Mulligan’s face turned beet red. “I will do no such thing. I’m waiting for the hostage negotiators to handle this, as will you! I’m ordering you to vacate this area and move a full block away. This is a restricted area. You, too, Sherona.”
“But, Rodney, Derek is in there,” Sherona pleaded.
“That building may blow at any second,” Mulligan said, his face g
etting redder. “I can’t have civilians standing around here.” He gave Rill a venomous glare. “Or ordering me around. Now, get out of here!”
Rill had to stop himself from causing bodily harm to the sheriff when Sherona’s knees wilted under her at his mention of the diner blowing up. Instead, he steadied Sherona in his arms and led her down the sidewalk.

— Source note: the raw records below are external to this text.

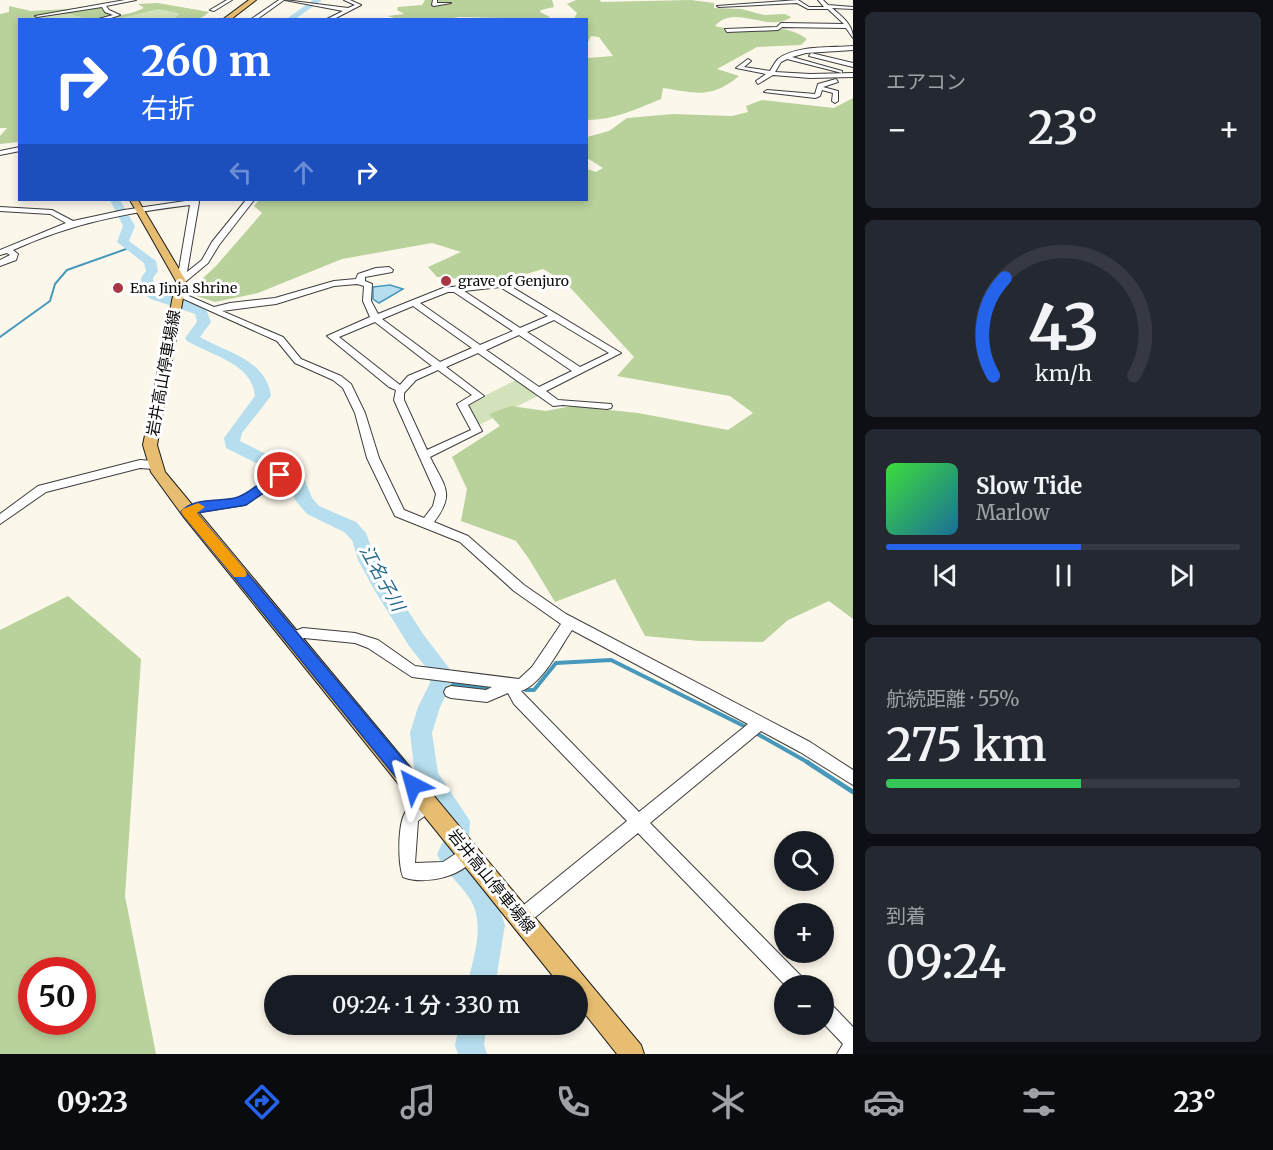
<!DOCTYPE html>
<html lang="ja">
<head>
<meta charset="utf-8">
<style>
  :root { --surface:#171b24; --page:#242831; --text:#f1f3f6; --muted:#9ea1a6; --line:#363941; --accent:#2563eb }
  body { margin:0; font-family:Merriweather,"Noto Sans JP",serif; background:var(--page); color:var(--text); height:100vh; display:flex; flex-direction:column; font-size:22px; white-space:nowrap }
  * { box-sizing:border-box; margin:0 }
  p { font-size:20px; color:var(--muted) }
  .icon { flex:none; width:33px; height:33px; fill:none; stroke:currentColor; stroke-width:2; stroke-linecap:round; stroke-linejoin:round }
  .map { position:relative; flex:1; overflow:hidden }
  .drawer { display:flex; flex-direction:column; gap:12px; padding:12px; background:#0d0f14; width:420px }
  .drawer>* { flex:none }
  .top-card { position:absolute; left:18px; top:18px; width:570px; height:183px; border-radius:0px; box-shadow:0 3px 9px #0003; background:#2563eb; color:#fff; overflow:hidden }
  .controls { position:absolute; left:774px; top:831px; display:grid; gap:12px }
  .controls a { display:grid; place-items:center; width:60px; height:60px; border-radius:50%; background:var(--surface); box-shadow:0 3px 9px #0003; font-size:30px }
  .speed { position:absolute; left:18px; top:957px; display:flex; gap:12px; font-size:30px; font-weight:700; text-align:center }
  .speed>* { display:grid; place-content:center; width:78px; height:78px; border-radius:50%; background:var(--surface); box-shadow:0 3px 9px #0003; line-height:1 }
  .speed .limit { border:9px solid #d22; background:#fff; color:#111 }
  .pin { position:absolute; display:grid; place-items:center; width:51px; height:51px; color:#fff; margin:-26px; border:3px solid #fff; border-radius:50%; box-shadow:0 2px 6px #0007 }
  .me { position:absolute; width:66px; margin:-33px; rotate:321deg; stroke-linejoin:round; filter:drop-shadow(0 0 4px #0008) }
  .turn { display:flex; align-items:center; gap:21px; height:126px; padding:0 24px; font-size:27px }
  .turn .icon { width:78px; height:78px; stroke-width:2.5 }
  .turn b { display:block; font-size:42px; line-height:51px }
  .lanes { display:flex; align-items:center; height:57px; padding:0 24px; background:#0003; justify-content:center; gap:30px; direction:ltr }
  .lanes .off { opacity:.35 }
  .big { font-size:45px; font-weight:600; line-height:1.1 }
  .drawer .tile { flex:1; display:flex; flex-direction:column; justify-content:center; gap:9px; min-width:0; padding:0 21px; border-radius:9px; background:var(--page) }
  .drawer .dial { align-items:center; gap:0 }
  .dial svg { height:156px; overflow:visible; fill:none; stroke:var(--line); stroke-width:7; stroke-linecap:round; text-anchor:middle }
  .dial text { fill:var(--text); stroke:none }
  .song { display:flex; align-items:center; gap:18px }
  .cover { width:72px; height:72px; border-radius:9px; background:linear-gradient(135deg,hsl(120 70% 55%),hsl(200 70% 35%)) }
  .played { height:6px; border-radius:3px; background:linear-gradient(90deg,var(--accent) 55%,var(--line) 55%) }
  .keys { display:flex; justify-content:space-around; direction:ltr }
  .heat { display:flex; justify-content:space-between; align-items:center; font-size:33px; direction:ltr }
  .charge { height:9px; border-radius:4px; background:linear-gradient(90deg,#34c759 55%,var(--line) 0) }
  .trip { position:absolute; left:264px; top:975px; width:324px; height:60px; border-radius:30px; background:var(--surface); box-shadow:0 3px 9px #0003; font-weight:600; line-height:60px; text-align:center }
  .tabs { display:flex; height:96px; justify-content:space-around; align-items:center; background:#090b0e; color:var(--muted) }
  .tabs .icon { width:42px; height:42px }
  .tabs .selected { color:var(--accent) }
  .tabs b { font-size:27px; color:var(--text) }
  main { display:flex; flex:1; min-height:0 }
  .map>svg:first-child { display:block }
  .green { fill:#d3e2ba }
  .forest { fill:#b9d19b; fill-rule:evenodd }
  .water { fill:#b6deee; stroke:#4799bb; stroke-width:1.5 }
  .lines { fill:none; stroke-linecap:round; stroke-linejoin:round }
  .stream-far2 { stroke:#4799bb; stroke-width:2 }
  .stream-far1 { stroke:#4799bb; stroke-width:4 }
  .stream { stroke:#4799bb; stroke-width:4.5 }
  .river { fill:#b6deee; fill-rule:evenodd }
  .minor-casing { stroke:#3e3e3e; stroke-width:2 }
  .major-casing { stroke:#1c1c1c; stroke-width:2 }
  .minor { fill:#fff; fill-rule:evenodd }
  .major { fill:#e7be71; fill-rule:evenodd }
  .route { fill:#2563eb; stroke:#184099; stroke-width:1.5 }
  .slow { fill:#f59e0b }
  .poi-dot { fill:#a93546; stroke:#fff; stroke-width:2 }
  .labels { text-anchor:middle; stroke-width:6; stroke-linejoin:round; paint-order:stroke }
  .far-poi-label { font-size:14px; fill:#0b0b0b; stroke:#fff; text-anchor:start }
  .street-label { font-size:16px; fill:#0b0b0b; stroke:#fff }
  .water-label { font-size:18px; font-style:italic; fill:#25698c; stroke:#fff }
</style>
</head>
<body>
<main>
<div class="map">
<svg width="853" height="1054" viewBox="0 0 853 1054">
  <rect width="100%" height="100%" fill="#fcf7eb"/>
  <g class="green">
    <path d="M157,3L209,12L205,16L196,20H20L101,7C117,24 138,10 157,3Z"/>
    <path d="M516,380L538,396L479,425L468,407L470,403Z"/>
  </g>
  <g class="forest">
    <path d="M425,0H552L554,7L541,10L540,12L550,17L545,19L459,17C438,21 408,24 388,16L404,14L397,10L398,7L422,5Z"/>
    <path d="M576,0H600L601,2L691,0L714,3V8L741,9L764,15L785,14L791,17C769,34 735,3 715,26C748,36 778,18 807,39L801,45L757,47L717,69L739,76C711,99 697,93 663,88L661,99C637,109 613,120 587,120V58L613,56L599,37L591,36L587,44L586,20L574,19L577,13L567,4Z"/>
    <path d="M157,3L209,12L197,20L173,19L179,15L178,13L159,9L116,19H88L70,14L44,15L40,19L20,20L19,142L0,144V136L7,128H0V14L9,12V6L31,11L101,7C113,20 128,15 144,8L138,4Z"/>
    <path d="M853,98V619L829,601L788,620L763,642L699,641L645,636L615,579L555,602L529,559L516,541L461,521L467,489L452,457L500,426L489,414L511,406L546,411L572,406L638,413L728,430L753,413L730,396L617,376L634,357L566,283L543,269L500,282L437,277L428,267L461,252L432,243L342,259L258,293L215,302L187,293L216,266L262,213L254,206L259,200H586L587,169L596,172L603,168L587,158V137L609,131L627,118L673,114L732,116L748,112L746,106L762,100L834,108Z"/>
    <path d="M68,596L141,659L125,896L156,1054H0V630ZM82,970V1022H32V970Z"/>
  </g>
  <path class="water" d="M390,285L403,289L379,303L373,299V287Z"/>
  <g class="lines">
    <path class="stream-far2" d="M0,337L50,301L55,284L67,270L129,248"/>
    <g class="stream-far1">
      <path d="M441,683L492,688"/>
      <path d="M526,690H534L556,663L611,660L746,727"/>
      <path d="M754,732L809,763"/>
    </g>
    <path class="stream" d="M807,762L853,792"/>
    <g class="river">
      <path d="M313,0H322L294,20H285Z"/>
      <path d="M110,200H120L135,226L129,241L156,261L158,271L153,278L154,288L206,309L211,322L200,337C227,353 266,359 271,396L242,433L240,441L298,470L304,478L312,498L319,506L356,522L366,533L376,560L389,581L423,634L449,668L452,683L440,707L432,733L438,773L470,821L469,839L464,853L490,884L505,925L495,986H467C473,958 486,925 470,899C460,883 444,872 437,854L444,840L446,824L415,776L410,733L418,707L430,683L429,671L409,646L375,591L358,560L352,540L344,532L307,514L295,500L286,478L226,448L224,438L255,396C252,363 212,356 187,341L185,338L197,322L195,314L151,299L142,293L141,278L146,271L144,263L117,242L123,226Z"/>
      <path d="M459,1024H487L484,1045L487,1054H458L455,1046Z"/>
    </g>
    <defs>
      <g id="minor">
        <path d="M125,0H136L106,6L109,10L120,15L105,20H95L113,15L105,12L102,7L37,17L35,16Z"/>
        <path d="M227,0H232L214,11L210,10Z"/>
        <path d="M279,0H284L256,20H250Z"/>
        <path d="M285,0L348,8L355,5L344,0H350L361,5L332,20H325L343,11Z"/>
        <path d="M433,0H437V3H451L434,6L432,5Z"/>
        <path d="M798,0L809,7H824L818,0H823L828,5L853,7V9L832,8C841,16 853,24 853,38L846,28L782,27L778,30L727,32L725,29L777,27L781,23L844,24L828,9H808L797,3L719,7L717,6Z"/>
        <path d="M853,46V50L806,53L792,57L842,71V73L787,59L781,62L775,72L810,74L853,73V77L810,78L773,75L758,84L756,81L766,74L736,68L748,59L751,61L744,67L770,71C772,68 775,62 778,59C796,45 830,48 853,46Z"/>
        <path d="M811,53L853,63V67L809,56Z"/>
        <path d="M836,79L838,82L823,87L838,91V101L835,103L832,101L833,93L822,90L820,96L815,98L764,92L767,90L815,94L818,84Z"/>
        <path d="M20,147V151L0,155V151Z"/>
        <path d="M192,200H198L199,202L187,272L202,260L212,242L246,200H254L219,245L208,263L184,283L177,281L190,205C125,213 73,223 13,250L18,254L16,260L0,266V260L10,255L7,253L0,255V250L66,223L50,214L0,211V207L52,210L73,221L124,210Z"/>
        <path d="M389,267L393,270L392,272L365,277V281L372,284L371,301L378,314L443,288L502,281L621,353L546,391L558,400L611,404L612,406L611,408L607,409L563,405L553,406L478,353L446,367L484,396L468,405L482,431L430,457C444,486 456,493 434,522L468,536L524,585L566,614L810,742L853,770V785L800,752L761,731L650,823L805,980L808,986H786L638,833L527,924L521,927L515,924L512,918L515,912L627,821L514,704L508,693L487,702L451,698L446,696L444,692L446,688L451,686L486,690L492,687L412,677L368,648L355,643L304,638L292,643L287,642L285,638L287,634L303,628L355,633L378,640L415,666L519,679L532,667L561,624L514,591L460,542L395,516L367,458L355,413L343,388L333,380L295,363L277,341L175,295L176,293H182L214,307L230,303L275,298L334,281L356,279L358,274L376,268ZM357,284L364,286L363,301L370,317L327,336L389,387L396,390L394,400L436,494L433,506L424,518L404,510L379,458L365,413L351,384L341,376L301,359L283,337L222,311L276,304L334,286ZM500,287L548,316L520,328L464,291ZM448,292H454L513,331L480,345L420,303ZM413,306L472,348L440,362L382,319ZM554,320L609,353L580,367L527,332ZM375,322L432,366L408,376L400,385L339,337ZM519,335L572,371L539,387L486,350ZM438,370L472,395L457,404L471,430L427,450L404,400V393L416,380ZM572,630L748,724L639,812L521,691C542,685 560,647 572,630Z"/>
        <path d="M140,460L154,461L160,465L154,469L140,468L46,492L0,524V514L38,486Z"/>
        <path d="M295,462L301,466L299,469L245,505L200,512L188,516L182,512C194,499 219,503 235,499C254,494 275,469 295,462Z"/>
        <path d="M428,797L434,799L436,804L434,809L418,821L415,863L443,862L469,845L475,847L477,853C467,876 425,886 403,877C398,864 397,821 407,810C412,804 421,799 428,797Z"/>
        <path d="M824,1002L831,1004L853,1027V1054H837L843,1044L824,1024Z"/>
      </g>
      <g id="major">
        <path d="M249,0H256L230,20H222Z"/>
        <path d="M130,200H138L186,281L157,445L165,472L586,979L641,1045L644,1054H617L578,1005V986H561L183,516L151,472L143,445L176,281Z"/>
      </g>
    </defs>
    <use href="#minor" class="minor-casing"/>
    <use href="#major" class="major-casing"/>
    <use href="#minor" class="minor"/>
    <use href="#major" class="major"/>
  </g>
  <path class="route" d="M280,471L285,472L286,475L285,478L246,505L197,513L420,780L422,785L420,791L413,794L407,791L181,512C193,497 219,502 235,498C252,494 264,476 280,471Z"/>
  <path class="slow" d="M198,503L205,507L197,513L245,570L247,574L245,577H234L183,515L181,512L183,509Z"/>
  <g class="poi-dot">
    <circle cx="446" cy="281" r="6"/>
    <circle cx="118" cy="288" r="6"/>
  </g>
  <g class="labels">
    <g class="far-poi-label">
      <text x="458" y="286">grave of Genjuro</text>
      <text x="130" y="293">Ena Jinja Shrine</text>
    </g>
    <g class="street-label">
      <text transform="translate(163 373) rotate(-80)" y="6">岩井高山停車場線</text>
      <text transform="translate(492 881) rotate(51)" y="6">岩井高山停車場線</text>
    </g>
    <g class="water-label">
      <text transform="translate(382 578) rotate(61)" y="6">江名子川</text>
    </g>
  </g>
</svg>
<div class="controls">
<a><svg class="icon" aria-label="search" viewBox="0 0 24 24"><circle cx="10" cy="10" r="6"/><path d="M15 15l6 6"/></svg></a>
<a>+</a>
<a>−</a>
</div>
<div class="speed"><div class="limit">50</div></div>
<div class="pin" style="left:280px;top:475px;background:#d93025"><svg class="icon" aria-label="arrive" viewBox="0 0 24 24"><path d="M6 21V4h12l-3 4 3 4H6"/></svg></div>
<svg class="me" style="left:413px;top:785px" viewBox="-20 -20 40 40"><path d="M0-17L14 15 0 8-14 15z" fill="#2563eb" stroke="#fff" stroke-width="4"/></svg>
<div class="trip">09:24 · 1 分 · 330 m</div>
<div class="top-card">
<div class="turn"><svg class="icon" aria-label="right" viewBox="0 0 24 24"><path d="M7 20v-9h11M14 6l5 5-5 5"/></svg><div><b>260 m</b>右折</div></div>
<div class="lanes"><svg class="icon off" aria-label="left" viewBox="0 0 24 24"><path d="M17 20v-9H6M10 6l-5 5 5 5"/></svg><svg class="icon off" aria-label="ahead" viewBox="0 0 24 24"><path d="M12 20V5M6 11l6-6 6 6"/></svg><svg class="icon" aria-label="right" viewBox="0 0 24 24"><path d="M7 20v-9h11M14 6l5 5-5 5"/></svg></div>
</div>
</div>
<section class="drawer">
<div class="tile"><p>エアコン</p>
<div class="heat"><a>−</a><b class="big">23°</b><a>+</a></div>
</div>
<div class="tile dial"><svg viewBox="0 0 100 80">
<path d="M14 69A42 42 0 1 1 86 69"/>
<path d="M14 69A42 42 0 0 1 20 19" stroke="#2563eb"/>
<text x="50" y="56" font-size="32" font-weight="700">43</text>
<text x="50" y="72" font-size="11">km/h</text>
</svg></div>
<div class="tile">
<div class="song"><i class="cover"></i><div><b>Slow Tide</b><p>Marlow</p></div></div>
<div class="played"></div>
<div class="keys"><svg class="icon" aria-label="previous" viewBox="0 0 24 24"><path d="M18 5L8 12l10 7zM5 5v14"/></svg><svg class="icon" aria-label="pause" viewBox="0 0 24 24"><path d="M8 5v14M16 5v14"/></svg><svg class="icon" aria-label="next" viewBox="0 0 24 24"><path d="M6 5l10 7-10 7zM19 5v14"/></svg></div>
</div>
<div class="tile"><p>航続距離 · 55%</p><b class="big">275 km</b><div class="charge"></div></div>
<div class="tile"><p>到着</p><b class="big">09:24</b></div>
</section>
</main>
<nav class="tabs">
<b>09:23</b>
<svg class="icon selected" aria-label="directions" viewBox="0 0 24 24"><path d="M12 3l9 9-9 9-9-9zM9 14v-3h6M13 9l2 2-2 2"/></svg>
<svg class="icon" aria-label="music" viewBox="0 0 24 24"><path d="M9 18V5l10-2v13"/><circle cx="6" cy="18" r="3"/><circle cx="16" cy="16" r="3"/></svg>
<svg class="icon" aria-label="phone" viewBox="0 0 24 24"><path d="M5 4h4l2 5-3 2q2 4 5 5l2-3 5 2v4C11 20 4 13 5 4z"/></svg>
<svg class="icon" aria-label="climate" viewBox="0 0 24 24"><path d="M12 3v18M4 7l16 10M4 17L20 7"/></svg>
<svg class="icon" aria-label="car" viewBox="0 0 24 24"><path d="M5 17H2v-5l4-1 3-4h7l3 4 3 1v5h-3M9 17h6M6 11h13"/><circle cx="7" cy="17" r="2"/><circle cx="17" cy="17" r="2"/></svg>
<svg class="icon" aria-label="filters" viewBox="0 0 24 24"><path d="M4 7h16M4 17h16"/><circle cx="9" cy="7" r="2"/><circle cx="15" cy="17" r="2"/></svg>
<b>23°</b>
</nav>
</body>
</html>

When they reached the steps in front of the now-closed Vulture’s Canyon Savings and Loan, Rill eased Sherona down on the stone steps. In the distance, a couple men wandered out of the tavern and Rill caught phrases like “go on home” and “restricted area” as Mulligan shouted at them.
“He’s an idiot,” Sherona said numbly.
“Are any of his deputies any better?” Rill asked hopefully.
Sherona just shook her head, her gaze glued to the diner as though she thought she could retract her little brother by staring at it hard enough.
“Rill, what did you mean earlier, when you said Stash must have been disappointed I wasn’t in the diner? Are you suggesting he’s pulling this crazy stunt for me?”
Rill gave her a quick glance before he went back to studying the strip of buildings across the street. “He had to get your attention somehow . . . show you how powerful he was. It wasn’t as if you were giving him the time of day otherwise.”
“You can’t really believe that.”
“Not entirely, no, but it wouldn’t surprise me a bit if his obsession with you played a part in all this shit,” Rill replied distractedly. He nodded across the street. “These storefronts are relatively new, even if the structure is ancient. Sometimes when you have old buildings like this, they’re divided in different ways over the years. Any chance the diner is connected to the vacant space next to it, or the Trading Company?”